Lake Mendota, which is managed artificially high for the benefit of boaters, last summer reached dangerously high levels for the third time in less than two decades, causing widespread flooding and raising grave concerns ("Madison Flooding Catastrophe Feared," 6/13/08).
On Aug. 15, the city officially asked the state Department of Natural Resources to conduct a local lake-level review, a politically contentious move that some felt was long overdue.

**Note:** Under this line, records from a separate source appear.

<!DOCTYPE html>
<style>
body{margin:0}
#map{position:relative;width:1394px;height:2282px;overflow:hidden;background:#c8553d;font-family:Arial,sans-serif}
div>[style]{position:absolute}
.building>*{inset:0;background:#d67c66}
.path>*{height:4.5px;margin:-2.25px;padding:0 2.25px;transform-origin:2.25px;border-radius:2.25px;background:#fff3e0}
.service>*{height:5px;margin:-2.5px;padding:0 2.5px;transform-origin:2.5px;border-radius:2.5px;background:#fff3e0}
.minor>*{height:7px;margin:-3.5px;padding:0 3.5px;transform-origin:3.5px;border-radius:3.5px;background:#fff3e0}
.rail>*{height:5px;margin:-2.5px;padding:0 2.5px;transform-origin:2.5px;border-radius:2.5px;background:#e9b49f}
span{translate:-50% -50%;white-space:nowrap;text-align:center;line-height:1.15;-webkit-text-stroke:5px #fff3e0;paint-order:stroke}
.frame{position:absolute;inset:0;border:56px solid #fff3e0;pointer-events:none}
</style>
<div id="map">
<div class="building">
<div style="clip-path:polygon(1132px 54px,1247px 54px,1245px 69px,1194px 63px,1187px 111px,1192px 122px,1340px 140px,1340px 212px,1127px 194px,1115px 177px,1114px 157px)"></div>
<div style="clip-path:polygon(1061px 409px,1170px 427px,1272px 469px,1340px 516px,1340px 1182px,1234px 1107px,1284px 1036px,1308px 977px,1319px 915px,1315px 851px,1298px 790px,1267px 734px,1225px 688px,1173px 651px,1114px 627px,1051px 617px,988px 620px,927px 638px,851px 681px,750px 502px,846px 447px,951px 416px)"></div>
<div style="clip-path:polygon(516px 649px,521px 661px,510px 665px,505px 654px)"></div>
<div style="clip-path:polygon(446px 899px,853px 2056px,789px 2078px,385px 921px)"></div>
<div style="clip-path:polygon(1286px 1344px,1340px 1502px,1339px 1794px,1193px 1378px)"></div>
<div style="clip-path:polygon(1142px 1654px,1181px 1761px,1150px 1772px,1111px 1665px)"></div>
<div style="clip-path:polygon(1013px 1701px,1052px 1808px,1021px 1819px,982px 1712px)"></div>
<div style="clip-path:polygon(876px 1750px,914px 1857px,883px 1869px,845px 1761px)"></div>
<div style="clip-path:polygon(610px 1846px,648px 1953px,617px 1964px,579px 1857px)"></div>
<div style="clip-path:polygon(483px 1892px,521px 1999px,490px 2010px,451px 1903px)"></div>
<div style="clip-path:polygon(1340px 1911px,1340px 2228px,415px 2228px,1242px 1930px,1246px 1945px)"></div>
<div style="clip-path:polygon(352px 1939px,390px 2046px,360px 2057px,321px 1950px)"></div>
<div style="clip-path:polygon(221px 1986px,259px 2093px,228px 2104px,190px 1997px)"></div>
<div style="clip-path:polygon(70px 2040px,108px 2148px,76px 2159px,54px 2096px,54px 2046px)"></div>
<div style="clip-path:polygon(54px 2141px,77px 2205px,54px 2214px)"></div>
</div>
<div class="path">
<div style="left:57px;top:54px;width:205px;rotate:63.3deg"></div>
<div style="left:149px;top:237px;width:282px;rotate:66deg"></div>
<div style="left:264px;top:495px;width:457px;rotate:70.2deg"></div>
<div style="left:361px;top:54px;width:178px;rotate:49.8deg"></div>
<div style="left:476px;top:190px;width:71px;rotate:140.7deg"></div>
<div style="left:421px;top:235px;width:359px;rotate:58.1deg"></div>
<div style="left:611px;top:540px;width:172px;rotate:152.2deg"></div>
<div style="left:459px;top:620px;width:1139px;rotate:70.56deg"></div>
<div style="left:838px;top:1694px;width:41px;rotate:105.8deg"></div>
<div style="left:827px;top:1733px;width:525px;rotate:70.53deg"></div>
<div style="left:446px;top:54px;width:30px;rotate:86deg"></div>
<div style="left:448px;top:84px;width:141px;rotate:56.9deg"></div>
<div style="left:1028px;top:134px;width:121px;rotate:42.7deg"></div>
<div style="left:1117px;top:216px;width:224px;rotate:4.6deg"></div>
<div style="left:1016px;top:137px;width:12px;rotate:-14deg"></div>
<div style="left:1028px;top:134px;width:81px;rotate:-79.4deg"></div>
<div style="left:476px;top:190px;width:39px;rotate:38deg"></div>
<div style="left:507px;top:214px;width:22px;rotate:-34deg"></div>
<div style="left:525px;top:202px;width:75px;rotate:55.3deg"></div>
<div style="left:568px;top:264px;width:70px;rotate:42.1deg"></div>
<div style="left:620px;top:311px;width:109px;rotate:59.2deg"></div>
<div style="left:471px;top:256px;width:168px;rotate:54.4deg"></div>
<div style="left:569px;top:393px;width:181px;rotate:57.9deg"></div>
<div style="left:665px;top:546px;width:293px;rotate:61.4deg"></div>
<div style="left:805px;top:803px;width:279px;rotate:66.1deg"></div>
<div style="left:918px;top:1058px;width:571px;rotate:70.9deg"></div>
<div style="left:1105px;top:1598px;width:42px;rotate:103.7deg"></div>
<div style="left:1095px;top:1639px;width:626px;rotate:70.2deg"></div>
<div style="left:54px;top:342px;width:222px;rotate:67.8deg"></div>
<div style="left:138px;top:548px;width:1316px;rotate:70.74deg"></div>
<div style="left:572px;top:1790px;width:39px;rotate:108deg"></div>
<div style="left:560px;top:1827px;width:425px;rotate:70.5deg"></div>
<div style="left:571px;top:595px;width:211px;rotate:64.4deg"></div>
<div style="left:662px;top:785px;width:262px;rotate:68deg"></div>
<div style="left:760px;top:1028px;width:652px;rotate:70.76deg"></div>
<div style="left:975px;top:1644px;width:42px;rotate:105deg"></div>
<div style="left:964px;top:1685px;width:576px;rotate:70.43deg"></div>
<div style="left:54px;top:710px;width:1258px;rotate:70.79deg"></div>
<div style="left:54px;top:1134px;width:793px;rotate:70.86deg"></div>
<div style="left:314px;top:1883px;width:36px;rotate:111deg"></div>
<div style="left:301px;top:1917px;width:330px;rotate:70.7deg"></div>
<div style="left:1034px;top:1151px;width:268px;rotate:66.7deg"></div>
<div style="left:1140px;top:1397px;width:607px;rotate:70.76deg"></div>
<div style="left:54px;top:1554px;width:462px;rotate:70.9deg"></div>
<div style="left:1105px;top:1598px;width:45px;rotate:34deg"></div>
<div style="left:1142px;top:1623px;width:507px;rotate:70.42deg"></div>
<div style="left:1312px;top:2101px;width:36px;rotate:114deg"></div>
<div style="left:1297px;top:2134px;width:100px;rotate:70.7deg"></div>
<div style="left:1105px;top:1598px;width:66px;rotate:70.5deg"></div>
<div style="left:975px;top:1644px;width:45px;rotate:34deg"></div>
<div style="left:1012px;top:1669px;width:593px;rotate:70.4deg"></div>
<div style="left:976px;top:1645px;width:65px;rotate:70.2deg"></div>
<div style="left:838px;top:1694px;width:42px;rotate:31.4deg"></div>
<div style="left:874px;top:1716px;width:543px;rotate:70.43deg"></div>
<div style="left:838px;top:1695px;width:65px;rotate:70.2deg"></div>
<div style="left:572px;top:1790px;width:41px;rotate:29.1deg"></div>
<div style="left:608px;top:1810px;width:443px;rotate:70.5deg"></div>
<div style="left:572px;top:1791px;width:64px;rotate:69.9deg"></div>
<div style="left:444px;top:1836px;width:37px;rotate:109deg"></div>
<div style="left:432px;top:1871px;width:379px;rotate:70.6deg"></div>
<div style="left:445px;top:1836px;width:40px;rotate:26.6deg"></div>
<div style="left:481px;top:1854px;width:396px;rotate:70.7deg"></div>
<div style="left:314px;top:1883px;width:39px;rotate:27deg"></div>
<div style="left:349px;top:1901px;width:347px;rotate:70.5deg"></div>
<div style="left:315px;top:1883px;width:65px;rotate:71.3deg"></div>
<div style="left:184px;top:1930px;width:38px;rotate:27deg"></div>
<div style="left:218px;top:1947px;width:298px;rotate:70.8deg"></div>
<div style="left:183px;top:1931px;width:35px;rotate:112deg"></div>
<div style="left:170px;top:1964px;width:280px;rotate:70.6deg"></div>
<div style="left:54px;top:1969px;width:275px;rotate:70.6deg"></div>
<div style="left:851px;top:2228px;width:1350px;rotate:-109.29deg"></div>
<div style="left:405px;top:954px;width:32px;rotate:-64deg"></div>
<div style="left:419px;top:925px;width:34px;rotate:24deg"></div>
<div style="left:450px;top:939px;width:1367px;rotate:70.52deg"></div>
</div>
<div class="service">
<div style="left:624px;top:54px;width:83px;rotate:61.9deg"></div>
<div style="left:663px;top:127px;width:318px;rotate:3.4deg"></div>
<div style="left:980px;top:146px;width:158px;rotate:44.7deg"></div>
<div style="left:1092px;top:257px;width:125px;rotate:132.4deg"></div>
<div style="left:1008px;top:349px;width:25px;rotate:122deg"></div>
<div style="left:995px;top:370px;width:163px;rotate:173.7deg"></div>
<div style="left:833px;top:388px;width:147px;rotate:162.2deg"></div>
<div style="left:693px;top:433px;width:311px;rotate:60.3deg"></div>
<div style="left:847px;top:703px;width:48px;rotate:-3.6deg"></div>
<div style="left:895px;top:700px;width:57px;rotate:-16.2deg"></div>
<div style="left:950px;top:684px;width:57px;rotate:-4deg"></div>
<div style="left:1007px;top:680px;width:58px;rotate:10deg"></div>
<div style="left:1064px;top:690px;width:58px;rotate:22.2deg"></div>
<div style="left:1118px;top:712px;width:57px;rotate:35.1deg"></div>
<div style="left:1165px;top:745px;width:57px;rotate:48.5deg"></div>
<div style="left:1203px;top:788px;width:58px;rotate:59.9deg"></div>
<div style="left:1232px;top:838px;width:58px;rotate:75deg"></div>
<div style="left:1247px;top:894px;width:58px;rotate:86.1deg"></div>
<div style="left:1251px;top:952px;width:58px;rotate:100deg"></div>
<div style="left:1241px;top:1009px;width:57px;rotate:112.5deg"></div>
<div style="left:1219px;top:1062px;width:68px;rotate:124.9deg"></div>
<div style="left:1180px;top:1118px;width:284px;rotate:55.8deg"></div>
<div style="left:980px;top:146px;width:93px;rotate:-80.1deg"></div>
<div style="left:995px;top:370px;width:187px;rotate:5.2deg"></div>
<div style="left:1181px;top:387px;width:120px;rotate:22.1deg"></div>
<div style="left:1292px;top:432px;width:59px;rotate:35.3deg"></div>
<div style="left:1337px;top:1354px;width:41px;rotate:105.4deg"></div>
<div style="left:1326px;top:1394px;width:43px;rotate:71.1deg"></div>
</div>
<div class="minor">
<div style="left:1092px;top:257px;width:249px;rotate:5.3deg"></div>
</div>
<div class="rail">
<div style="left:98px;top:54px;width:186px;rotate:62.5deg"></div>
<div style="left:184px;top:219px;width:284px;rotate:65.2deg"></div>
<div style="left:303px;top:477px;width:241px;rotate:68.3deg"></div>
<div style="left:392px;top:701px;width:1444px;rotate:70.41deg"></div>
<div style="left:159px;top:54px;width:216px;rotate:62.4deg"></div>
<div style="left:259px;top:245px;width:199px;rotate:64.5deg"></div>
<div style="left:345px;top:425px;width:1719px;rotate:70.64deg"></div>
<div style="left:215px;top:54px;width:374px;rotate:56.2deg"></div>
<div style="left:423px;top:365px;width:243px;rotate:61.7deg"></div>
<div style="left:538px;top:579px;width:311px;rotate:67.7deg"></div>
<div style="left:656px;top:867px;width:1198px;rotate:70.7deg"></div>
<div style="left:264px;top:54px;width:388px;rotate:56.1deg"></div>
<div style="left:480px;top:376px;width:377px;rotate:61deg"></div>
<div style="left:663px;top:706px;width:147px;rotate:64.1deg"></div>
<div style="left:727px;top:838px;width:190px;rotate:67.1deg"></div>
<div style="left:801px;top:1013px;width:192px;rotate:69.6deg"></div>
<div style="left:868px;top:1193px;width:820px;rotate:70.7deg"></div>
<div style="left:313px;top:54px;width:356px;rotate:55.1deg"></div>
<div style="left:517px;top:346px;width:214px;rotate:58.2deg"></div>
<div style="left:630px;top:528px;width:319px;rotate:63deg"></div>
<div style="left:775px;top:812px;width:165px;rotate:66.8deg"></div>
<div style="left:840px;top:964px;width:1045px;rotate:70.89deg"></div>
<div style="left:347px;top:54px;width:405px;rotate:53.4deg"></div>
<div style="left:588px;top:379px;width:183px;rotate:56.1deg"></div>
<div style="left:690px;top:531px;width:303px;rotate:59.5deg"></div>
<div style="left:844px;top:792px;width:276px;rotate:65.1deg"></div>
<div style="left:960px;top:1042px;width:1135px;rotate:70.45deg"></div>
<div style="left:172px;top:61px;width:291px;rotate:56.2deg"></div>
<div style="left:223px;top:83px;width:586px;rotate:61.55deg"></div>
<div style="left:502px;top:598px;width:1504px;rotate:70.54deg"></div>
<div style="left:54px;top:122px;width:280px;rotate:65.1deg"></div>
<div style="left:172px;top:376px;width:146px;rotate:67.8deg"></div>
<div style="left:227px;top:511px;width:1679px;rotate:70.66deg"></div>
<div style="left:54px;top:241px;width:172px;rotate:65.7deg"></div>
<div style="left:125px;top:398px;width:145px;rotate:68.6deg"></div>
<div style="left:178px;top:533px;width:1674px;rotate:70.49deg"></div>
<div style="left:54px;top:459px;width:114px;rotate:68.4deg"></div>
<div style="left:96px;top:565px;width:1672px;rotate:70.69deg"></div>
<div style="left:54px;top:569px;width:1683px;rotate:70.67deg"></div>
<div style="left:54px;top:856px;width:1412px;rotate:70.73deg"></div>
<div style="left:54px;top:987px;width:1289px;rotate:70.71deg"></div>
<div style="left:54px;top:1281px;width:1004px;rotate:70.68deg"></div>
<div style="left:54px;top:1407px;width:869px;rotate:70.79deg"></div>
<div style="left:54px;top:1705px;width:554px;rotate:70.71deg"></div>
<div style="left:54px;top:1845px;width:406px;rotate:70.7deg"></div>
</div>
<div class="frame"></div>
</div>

But the waiting, it seems, has just begun.
On Monday, the DNR responded by saying, in effect, that the city needed to take the lead in doing more while recognizing that nothing can be done unless many more entities are brought into the process.
DNR Secretary Matthew Frank said the city needed to "request a specific desired water-level regime as a starting point" after conducting "an initial round of information gathering and intergovernmental cooperation." It also needed to build a consensus for change among 22 governmental units and user groups, including "at least 10 towns, cities and villages" that would be affected by the change.
None of this, noted Matthews, can possibly be done by next spring, as the city had asked. And so the DNR suggests some interim measures: more studies, steps to "buy out or flood-proof structures that are prone to flooding," bar the construction of new dwellings with basements, and build infiltration systems in parks and encourage rain gardens to reduce runoff.
In other words, let's hope 2009 is a rain-light year.